┏━━

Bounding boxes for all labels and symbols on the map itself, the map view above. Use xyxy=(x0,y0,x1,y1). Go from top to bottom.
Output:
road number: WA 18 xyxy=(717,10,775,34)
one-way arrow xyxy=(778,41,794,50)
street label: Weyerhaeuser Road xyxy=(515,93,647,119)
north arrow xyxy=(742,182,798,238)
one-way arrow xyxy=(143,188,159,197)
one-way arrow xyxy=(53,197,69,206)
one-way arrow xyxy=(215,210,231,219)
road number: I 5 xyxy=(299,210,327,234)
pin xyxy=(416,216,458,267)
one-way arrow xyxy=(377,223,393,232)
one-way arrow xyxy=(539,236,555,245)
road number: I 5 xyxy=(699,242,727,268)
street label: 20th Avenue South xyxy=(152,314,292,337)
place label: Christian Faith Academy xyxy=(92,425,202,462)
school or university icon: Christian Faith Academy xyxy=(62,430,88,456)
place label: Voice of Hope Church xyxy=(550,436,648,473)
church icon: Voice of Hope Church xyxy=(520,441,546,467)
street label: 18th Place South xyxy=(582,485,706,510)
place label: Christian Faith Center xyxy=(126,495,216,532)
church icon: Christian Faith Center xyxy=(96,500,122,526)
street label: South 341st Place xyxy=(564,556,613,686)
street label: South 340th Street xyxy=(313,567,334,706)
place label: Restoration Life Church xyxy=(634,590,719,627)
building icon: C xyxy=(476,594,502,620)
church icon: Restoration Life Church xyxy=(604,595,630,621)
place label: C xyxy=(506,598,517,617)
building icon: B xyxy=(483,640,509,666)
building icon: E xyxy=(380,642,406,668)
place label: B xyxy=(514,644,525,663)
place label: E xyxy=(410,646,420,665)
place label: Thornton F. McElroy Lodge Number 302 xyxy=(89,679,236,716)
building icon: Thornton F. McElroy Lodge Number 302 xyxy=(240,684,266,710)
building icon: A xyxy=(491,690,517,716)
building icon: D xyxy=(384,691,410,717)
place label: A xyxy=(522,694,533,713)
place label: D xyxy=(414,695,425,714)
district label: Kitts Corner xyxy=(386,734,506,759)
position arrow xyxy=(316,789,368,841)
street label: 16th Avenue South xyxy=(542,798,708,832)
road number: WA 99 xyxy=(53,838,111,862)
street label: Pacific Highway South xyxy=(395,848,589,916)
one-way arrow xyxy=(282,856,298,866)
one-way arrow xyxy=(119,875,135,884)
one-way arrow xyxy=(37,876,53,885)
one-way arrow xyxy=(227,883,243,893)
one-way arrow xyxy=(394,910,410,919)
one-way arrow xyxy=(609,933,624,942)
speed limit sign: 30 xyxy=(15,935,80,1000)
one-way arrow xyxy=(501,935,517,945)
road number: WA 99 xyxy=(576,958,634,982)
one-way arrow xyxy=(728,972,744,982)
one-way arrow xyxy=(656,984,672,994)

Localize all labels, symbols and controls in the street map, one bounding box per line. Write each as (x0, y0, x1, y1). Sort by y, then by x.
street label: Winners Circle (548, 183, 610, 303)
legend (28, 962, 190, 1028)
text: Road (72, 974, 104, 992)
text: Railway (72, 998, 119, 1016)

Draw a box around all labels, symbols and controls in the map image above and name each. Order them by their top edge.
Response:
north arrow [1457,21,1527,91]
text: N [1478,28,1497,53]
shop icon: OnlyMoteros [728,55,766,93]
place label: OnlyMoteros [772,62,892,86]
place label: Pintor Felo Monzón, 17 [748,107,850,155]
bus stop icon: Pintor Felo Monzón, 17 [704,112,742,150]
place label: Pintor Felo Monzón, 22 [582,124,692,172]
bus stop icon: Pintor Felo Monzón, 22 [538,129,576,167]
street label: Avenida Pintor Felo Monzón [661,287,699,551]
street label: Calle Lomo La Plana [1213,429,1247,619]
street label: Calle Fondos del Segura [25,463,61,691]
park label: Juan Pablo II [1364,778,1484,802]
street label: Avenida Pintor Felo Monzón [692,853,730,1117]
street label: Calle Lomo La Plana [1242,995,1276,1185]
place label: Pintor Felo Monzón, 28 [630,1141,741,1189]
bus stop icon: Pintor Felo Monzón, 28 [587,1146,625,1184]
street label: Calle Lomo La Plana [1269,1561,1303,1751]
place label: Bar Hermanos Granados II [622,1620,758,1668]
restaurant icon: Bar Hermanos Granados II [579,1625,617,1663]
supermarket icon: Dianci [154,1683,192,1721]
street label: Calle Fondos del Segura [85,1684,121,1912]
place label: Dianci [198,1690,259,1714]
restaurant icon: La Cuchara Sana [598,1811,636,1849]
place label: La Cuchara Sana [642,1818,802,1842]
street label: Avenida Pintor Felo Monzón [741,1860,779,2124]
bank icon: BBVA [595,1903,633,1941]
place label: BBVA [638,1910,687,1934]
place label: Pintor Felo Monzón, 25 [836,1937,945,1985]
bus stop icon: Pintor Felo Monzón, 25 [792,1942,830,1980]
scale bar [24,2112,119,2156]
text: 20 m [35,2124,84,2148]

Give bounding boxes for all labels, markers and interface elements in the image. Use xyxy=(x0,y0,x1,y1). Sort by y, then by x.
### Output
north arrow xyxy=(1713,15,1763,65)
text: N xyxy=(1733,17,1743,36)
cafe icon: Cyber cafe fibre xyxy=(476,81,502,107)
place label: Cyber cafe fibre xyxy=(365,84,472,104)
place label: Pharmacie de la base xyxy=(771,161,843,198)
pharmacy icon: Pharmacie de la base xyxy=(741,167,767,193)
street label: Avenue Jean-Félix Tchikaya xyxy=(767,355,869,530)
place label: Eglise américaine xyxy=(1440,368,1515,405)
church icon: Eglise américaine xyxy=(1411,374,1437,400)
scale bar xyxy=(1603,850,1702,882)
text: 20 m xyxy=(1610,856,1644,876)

┗━━

> [What is expected] Your task is to copy each line of the listing that holds the word "Dianci".

> [Task response]
supermarket icon: Dianci [154,1683,192,1721]
place label: Dianci [198,1690,259,1714]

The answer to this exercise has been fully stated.